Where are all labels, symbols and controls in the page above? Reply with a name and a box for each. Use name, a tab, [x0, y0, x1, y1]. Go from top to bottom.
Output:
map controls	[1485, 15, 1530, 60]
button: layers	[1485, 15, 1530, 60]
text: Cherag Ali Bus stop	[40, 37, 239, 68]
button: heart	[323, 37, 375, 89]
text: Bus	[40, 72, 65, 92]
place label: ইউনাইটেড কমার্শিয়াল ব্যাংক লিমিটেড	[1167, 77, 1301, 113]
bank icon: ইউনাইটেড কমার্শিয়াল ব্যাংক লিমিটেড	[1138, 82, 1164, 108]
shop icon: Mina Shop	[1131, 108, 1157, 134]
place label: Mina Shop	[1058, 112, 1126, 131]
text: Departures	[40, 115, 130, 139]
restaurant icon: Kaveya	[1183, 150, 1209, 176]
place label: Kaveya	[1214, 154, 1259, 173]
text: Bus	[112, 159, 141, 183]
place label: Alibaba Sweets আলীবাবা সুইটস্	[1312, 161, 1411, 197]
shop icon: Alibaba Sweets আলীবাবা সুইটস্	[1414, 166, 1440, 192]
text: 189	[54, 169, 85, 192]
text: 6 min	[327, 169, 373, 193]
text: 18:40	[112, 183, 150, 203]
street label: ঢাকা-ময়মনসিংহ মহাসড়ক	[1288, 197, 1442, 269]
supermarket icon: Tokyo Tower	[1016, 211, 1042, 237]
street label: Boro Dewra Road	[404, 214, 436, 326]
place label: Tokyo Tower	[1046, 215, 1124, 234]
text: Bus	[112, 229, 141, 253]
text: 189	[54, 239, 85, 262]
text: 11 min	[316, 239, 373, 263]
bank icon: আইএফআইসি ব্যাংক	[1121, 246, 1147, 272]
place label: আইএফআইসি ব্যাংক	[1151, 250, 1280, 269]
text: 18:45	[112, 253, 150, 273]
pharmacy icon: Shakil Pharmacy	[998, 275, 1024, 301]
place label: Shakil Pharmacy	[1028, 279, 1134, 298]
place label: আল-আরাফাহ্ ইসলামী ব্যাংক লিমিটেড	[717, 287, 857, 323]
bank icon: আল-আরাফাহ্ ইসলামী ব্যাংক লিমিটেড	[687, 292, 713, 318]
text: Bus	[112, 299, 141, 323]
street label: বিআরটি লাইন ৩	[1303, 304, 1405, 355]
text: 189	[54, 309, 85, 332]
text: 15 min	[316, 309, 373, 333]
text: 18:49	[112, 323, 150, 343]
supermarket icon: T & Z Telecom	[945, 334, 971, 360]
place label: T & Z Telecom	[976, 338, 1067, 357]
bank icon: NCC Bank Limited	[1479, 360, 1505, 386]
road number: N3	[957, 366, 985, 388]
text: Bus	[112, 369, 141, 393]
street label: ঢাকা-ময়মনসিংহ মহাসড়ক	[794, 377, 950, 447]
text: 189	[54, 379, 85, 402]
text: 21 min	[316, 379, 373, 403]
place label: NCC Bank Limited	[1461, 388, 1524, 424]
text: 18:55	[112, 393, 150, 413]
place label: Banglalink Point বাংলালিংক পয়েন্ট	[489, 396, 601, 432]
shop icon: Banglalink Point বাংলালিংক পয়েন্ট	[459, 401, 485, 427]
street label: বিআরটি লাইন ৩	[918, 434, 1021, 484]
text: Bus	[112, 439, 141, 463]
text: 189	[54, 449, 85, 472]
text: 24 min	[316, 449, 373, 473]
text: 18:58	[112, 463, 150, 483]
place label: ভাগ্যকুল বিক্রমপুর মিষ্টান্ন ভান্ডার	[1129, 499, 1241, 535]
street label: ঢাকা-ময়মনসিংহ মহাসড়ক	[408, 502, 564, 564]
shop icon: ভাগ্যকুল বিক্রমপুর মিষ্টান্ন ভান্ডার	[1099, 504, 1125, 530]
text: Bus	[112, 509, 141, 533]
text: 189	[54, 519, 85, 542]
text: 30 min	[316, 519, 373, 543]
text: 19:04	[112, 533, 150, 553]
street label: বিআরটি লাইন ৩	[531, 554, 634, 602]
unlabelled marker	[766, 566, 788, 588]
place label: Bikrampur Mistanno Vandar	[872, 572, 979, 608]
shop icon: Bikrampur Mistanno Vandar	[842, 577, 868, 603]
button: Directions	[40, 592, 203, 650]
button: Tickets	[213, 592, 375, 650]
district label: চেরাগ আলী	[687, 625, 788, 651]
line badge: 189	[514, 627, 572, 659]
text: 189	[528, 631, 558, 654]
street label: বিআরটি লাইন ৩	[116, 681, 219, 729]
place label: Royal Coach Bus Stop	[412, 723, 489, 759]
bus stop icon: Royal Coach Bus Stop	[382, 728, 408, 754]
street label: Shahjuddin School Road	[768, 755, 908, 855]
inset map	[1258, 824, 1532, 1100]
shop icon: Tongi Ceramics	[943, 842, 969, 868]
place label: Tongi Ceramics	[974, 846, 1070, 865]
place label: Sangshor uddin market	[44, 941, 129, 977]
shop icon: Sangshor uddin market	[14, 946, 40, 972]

### Problem:
Every line that holds the string "Tongi" must be copied from the records above.

### Answer space:
shop icon: Tongi Ceramics	[943, 842, 969, 868]
place label: Tongi Ceramics	[974, 846, 1070, 865]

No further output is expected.